織田信長(の弟)や大谷吉継の子孫、愛知で今日も生きている
●今朝の100円ニュース:有楽流茶会 30日犬山で(中日新聞)
戦国時代の主要な舞台となった愛知県には、戦国武将の末裔たちが普通に住んでいる。友人の同級生である荒木くんは、石田三成の盟友だった大谷吉継の子孫だという。渥美半島まで会いに行ったら、理知的な雰囲気の菊農家だった。
関ヶ原で敗れた石田三成を最後まで見限らなかった大谷吉継。本人は自害したが、家族が渥美半島まで落ち延びて隠れ住んだという。荒木くんは最近になって自分のルーツを知り、各地の戦国関連イベントなどに自家製の菊を献花する活動をしている。友情に厚い信義の人を祖先に持つ荒木くん。静かな自信にみなぎっている印象を受けた。

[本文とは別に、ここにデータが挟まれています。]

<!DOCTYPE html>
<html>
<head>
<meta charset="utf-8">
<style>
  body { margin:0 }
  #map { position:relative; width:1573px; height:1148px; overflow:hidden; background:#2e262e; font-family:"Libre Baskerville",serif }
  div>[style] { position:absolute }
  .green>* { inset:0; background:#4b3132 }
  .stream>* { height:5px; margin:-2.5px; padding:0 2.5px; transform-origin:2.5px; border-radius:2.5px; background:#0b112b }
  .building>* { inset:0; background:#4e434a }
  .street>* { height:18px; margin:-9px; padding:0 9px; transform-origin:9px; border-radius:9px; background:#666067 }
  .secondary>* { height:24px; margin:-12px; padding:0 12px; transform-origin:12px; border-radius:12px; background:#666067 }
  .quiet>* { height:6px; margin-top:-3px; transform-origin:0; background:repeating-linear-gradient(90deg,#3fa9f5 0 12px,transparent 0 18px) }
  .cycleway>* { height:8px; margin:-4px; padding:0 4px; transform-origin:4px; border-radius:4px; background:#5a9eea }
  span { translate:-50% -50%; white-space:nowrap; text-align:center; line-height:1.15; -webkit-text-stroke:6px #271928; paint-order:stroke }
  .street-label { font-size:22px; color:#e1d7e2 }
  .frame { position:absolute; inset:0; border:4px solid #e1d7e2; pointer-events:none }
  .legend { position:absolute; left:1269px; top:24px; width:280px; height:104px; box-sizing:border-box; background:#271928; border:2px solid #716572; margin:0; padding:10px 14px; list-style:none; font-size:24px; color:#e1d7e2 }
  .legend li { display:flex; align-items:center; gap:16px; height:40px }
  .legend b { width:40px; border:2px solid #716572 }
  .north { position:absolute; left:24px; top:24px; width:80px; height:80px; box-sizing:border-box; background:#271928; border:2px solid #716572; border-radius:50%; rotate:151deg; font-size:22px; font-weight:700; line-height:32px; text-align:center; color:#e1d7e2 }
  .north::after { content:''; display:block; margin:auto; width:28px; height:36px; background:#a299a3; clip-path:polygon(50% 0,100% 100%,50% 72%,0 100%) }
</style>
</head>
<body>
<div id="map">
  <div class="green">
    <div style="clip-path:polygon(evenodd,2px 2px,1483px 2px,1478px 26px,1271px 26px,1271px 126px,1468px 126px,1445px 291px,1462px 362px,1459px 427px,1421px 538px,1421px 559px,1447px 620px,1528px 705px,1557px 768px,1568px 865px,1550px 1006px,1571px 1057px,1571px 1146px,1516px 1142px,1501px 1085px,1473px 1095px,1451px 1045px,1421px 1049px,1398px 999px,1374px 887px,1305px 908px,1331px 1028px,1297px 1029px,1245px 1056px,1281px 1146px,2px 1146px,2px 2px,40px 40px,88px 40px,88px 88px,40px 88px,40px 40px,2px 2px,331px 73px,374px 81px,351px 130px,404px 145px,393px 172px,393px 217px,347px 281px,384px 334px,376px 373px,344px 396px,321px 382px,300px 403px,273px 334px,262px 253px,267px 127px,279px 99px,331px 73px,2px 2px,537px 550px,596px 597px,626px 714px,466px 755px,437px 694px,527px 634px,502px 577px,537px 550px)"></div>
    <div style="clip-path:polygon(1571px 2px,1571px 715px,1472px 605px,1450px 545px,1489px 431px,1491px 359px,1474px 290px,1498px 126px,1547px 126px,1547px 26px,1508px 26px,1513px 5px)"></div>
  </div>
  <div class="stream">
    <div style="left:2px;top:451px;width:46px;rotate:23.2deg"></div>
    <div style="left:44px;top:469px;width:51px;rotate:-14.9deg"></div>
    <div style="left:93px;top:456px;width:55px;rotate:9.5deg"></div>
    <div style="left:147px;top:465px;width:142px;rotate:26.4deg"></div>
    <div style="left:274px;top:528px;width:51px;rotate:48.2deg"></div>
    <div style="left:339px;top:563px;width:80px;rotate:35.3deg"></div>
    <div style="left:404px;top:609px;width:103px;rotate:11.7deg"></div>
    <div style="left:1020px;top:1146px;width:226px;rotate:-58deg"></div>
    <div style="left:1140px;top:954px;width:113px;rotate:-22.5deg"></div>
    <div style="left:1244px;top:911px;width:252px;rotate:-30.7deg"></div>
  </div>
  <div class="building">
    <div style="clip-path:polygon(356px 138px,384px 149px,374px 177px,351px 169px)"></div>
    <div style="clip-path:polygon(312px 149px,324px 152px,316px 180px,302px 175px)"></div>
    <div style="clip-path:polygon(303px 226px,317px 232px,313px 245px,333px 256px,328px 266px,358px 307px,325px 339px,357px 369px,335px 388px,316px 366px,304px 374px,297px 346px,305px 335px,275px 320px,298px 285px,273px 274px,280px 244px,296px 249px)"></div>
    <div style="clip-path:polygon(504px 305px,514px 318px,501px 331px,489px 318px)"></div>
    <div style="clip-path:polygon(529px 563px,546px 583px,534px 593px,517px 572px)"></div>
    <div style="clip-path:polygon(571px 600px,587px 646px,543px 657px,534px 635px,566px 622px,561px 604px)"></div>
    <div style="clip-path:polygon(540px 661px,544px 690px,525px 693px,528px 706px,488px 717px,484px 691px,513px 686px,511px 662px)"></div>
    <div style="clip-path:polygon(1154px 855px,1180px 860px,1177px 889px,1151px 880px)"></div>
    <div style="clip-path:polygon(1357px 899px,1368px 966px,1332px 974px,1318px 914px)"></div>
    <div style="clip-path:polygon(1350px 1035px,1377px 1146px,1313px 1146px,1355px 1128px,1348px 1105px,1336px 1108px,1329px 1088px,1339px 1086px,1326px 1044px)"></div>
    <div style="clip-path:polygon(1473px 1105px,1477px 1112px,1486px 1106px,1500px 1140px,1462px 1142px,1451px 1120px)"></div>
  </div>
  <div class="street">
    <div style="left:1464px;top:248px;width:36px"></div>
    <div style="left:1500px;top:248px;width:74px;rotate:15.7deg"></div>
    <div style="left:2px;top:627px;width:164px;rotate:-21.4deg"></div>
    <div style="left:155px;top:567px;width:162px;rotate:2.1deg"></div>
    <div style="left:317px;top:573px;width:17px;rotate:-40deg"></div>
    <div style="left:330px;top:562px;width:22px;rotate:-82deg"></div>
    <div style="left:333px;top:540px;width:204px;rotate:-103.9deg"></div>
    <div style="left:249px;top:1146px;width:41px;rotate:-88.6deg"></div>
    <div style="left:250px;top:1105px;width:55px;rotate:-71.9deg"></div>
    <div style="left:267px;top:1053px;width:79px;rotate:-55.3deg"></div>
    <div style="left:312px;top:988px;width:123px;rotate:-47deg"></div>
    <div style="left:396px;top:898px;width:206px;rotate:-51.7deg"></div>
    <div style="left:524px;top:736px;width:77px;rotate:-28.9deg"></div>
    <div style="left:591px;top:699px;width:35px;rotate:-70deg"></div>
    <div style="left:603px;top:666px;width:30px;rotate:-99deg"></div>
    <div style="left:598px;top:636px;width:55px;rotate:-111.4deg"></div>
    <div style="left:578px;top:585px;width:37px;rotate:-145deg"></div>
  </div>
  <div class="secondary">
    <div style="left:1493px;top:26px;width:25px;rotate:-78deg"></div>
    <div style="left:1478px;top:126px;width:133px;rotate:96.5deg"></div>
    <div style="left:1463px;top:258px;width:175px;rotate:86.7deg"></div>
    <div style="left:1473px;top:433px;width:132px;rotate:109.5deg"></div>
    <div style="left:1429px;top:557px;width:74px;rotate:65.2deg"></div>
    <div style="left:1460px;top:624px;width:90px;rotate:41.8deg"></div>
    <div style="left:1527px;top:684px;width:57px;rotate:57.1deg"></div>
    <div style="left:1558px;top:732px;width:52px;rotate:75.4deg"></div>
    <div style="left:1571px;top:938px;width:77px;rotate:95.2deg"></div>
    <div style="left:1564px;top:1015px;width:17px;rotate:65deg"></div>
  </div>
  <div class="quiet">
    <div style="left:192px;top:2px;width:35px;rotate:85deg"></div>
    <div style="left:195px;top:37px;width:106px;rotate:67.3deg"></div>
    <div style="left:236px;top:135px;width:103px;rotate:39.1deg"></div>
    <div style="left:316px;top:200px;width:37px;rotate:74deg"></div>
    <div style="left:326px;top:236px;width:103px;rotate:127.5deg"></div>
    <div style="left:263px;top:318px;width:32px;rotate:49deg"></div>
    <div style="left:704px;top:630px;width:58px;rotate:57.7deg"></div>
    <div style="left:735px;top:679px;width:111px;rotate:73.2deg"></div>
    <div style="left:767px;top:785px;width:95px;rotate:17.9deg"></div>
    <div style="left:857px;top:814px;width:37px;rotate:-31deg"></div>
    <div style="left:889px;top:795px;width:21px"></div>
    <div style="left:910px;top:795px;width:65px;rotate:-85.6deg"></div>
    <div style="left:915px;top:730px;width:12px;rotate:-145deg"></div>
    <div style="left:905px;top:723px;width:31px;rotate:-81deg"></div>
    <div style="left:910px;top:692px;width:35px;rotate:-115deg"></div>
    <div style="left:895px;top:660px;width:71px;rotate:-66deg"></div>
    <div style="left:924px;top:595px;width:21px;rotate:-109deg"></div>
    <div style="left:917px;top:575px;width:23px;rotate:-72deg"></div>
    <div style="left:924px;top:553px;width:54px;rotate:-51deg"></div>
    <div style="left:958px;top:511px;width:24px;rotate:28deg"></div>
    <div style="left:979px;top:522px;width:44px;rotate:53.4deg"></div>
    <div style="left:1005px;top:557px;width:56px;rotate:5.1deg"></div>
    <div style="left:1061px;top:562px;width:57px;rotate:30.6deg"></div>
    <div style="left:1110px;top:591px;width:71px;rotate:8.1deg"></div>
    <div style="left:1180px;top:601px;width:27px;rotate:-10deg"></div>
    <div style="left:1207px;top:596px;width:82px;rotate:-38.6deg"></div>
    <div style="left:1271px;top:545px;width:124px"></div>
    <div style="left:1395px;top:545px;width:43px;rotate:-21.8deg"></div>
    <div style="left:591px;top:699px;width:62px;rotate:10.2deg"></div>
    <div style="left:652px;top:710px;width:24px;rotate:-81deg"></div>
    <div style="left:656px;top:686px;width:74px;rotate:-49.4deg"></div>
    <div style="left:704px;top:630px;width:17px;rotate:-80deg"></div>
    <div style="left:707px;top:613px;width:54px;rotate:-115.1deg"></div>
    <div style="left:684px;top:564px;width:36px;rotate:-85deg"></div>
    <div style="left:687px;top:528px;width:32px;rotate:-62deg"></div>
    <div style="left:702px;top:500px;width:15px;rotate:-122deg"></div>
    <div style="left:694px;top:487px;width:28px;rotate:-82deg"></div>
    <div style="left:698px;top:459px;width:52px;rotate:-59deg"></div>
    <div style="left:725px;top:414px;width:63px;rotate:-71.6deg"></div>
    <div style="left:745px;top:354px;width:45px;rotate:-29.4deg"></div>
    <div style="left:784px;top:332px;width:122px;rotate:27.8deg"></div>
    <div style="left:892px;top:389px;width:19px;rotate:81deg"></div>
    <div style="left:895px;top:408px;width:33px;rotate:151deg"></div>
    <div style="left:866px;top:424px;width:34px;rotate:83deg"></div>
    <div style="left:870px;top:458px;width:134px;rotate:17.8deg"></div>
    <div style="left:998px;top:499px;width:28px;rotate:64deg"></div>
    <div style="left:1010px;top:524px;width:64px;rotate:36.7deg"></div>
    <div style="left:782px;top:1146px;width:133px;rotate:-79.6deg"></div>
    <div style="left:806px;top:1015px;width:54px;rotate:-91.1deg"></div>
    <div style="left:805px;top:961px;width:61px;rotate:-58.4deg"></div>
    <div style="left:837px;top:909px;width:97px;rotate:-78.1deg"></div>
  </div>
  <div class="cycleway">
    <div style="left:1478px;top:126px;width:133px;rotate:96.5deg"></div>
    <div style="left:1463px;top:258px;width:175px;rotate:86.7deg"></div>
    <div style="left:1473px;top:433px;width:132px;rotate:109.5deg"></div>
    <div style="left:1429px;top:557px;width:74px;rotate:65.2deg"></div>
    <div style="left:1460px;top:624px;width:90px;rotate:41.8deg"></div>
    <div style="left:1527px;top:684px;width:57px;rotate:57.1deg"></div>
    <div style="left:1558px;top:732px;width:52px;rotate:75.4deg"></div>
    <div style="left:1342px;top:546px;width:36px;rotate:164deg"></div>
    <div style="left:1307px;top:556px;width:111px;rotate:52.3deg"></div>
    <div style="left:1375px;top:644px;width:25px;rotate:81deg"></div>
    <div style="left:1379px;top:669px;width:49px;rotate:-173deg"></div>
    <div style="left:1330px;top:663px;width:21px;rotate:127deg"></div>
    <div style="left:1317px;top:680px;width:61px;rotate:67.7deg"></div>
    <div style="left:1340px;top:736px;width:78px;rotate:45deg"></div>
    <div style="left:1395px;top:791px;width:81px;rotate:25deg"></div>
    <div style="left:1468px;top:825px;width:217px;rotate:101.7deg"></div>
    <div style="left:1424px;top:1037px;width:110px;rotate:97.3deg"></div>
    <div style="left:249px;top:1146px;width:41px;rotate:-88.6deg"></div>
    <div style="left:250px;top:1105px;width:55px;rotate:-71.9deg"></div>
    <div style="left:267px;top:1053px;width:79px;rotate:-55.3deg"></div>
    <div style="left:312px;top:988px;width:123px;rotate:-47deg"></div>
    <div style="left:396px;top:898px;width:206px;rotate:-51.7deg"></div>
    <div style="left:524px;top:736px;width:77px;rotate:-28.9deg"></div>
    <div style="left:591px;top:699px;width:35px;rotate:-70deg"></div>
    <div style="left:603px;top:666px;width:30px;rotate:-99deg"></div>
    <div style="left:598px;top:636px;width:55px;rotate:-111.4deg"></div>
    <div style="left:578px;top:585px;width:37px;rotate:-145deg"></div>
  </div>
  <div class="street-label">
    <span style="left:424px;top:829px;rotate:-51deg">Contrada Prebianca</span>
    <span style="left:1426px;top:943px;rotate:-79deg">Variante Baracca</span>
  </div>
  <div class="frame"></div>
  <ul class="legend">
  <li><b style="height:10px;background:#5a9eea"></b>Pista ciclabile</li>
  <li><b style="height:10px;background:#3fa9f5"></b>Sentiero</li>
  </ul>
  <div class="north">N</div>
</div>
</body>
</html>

今朝の中日新聞に、有楽流茶道の茶会が今月末に犬山市で催されるという記事があった。有楽流とは、織田信長の実弟である織田有楽斎が創始した茶道だ。十七代宗家の織田宗裕さん(本名・裕美子)が席主を務めるという。信長の血筋をひく宗裕さんによれば、有楽流の華道では、明智光秀の家紋であるキキョウは使わず、織田家の家紋である木瓜の図案となったキュウリを敬う言い伝えがある。
このような家業や伝統をわずらわしくて無意味だと思う人もいるだろう。血のつながりなど幻想だと言ってしまえばそれまでだ。実際、現実の日常に向き合うのは自分ひとりであり、祖先が守ってくれるわけではない。むしろ「〇〇の子孫だから」という意識が行動の柔軟さを奪ってしまう恐れもある。

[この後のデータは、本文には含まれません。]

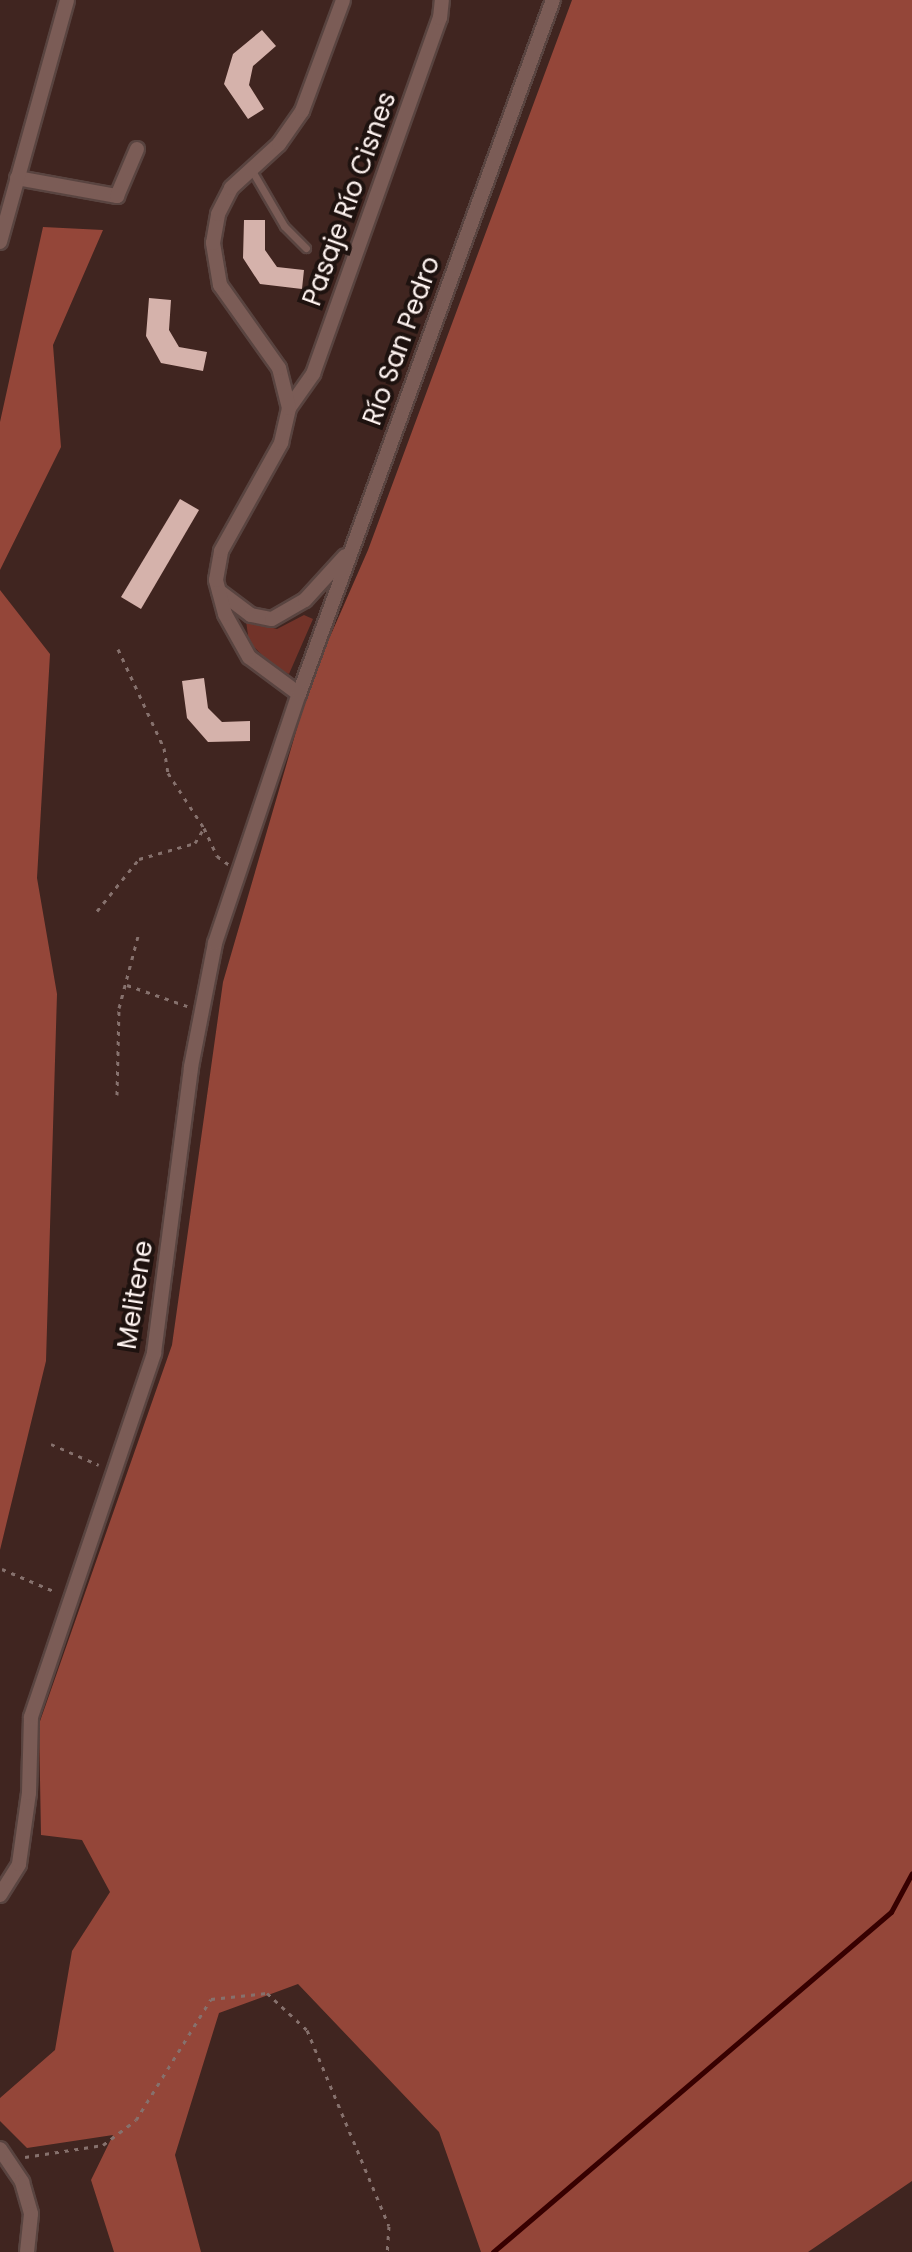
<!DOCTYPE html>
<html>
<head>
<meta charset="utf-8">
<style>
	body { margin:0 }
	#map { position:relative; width:912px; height:2252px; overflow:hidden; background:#402520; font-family:Poppins,sans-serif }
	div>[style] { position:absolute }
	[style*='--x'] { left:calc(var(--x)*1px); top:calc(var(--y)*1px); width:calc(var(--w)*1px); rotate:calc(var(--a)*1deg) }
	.green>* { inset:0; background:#723329 }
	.forest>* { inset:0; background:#944639 }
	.stream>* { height:5px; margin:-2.5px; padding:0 2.5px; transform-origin:2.5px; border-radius:2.5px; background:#370000 }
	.building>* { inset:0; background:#d5b2ab }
	.path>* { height:3px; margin-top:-1.5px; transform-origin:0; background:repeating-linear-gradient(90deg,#86716d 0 4px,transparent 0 10px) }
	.roads { filter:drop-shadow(2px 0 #594440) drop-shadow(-2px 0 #594440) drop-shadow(0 2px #594440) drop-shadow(0 -2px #594440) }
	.service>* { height:7px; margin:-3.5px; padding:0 3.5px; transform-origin:3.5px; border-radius:3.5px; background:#7b5c56 }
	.minor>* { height:14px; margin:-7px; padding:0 7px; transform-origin:7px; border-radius:7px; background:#7b5c56 }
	span { translate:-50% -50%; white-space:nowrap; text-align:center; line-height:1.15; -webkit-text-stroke:8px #1e120f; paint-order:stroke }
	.street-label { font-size:26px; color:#fdf2ef }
</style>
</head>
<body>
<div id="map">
	<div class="green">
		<div style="clip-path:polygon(304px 615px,313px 619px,289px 674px,274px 667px,249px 642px,246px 621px,277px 629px)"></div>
	</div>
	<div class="forest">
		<div style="clip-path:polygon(572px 0,912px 0,912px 2181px,808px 2252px,481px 2252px,439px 2132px,298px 1984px,219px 2013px,175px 2155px,201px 2252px,114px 2252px,91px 2180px,113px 2135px,27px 2148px,0 2121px,0 2098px,55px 2050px,72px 1951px,110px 1892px,82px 1840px,41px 1835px,39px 1724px,172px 1345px,223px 982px,311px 680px,368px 550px)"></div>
		<div style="clip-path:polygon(43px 227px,103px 230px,53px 345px,61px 447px,0 570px,0 422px)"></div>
		<div style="clip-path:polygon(0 590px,50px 654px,37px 878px,57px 994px,46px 1361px,0 1550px)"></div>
	</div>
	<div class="stream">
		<div style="--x:493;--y:2252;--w:523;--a:-40.51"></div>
		<div style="--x:891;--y:1912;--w:44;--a:-61.7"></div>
	</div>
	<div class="building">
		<div style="clip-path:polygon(262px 30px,276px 46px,253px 66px,249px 85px,264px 109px,248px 119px,224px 84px,233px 54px)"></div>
		<div style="clip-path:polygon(244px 220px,265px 220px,265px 250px,277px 267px,304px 270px,302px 289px,260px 284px,243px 258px)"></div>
		<div style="clip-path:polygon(149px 298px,171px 300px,169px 330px,179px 347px,207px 352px,203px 371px,161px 363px,146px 336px)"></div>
		<div style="clip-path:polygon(180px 499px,199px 510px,141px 609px,121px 597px)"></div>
		<div style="clip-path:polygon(204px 678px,208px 708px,222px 722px,250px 721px,250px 741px,208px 742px,187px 718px,182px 681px)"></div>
	</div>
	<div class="path">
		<div style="--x:118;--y:649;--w:109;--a:65.1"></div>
		<div style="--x:164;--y:748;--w:25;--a:81"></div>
		<div style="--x:168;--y:773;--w:66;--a:56.8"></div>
		<div style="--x:97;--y:911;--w:67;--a:-51.1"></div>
		<div style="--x:139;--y:859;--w:58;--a:-15.9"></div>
		<div style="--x:195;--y:843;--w:17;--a:-59"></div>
		<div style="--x:204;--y:828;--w:31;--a:65"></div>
		<div style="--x:217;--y:856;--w:14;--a:36"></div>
		<div style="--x:127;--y:985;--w:64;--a:19.3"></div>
		<div style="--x:117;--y:1095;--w:87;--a:-88.7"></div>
		<div style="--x:119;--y:1008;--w:74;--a:-75.2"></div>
		<div style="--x:51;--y:1444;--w:52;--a:23.6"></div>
		<div style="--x:2;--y:1569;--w:59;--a:23.1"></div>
		<div style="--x:25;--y:2157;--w:79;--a:-8.7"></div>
		<div style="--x:103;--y:2145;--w:41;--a:-37.1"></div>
		<div style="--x:136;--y:2120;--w:142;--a:-58.2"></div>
		<div style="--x:211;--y:1999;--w:56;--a:-6.1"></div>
		<div style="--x:267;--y:1993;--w:54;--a:42.8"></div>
		<div style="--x:307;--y:2030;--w:212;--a:67.3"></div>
		<div style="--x:389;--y:2226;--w:26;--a:94"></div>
	</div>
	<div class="roads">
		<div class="service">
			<div style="--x:251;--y:169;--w:66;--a:59.9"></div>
			<div style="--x:284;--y:226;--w:31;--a:45"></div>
		</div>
		<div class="minor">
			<div style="--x:17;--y:178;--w:102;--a:10.2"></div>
			<div style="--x:117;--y:196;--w:51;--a:-66.9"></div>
			<div style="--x:0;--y:242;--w:251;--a:-74.5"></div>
			<div style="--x:289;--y:408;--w:42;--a:-54.8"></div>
			<div style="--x:313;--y:374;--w:378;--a:-70.4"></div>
			<div style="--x:440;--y:18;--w:18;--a:-84"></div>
			<div style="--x:219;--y:591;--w:40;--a:37"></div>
			<div style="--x:251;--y:615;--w:21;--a:11"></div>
			<div style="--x:272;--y:619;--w:38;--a:-30"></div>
			<div style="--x:305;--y:600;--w:59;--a:-47.7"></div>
			<div style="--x:299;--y:694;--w:62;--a:-143.5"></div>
			<div style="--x:249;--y:657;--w:49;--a:-119.2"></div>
			<div style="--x:225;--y:614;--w:35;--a:-105"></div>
			<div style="--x:216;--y:580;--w:29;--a:-80"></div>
			<div style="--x:221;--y:551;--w:124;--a:-60.9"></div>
			<div style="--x:281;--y:443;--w:36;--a:-77"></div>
			<div style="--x:289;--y:408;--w:41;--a:-104"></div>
			<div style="--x:279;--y:368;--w:102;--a:-125.4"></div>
			<div style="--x:220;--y:285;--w:43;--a:-99.5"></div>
			<div style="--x:213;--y:243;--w:29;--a:-80"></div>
			<div style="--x:218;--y:214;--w:29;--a:-63"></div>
			<div style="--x:231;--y:188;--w:65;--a:-42.5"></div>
			<div style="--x:279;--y:144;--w:40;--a:-55.1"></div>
			<div style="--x:302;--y:111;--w:118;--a:-69.7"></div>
			<div style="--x:0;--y:1895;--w:36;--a:-58"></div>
			<div style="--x:19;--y:1864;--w:72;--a:-82"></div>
			<div style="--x:29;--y:1793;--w:76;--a:-88.5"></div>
			<div style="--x:31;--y:1717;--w:384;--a:-71.3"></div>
			<div style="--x:154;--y:1353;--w:288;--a:-82.6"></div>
			<div style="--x:191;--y:1067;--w:126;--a:-79"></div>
			<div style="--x:215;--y:943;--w:263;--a:-71.4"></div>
			<div style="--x:299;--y:694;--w:739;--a:-69.9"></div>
			<div style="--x:0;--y:2149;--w:40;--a:56"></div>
			<div style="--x:22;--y:2182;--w:33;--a:74"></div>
			<div style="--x:31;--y:2214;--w:38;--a:96"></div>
		</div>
	</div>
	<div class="street-label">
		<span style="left:350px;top:199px;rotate:-70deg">Pasaje Río Cisnes</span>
		<span style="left:402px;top:341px;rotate:-70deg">Río San Pedro</span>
		<span style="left:136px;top:1295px;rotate:-81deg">Melitene</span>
	</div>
</div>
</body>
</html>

一方で、偉大な先祖を身近なものと感じることは価値観の基盤になりうる。愛知県には創業家が経営に携わり続ける同族企業も多いが、堅実すぎるほど堅実な企業風土で知られている。「優しいおじいちゃんが真面目に働く姿を見ながら僕は育った。おじいちゃんは信義にもとるような意思決定はしていなかった」といった記憶や体験は、大小の決断を日々行う企業経営者にとって重要な判断基準になっているはずだ。
戦国武将や起業家の祖先がいない我々にも、一人ぐらいは尊敬できる先祖や親戚がいるものだ。うすーいつながりであってもかまわない。実はどこかで血が途絶えているかもしれない。それでも「僕はあの立派な人の子孫なのだ」と強く自覚することで、自分も立派な人を目指すことができる気がする。
関係性を全く感じない人には憧れを感じても目標にはしづらいものだ。祖先の効用とは、自分だけの親しいロールモデルを持てることにある。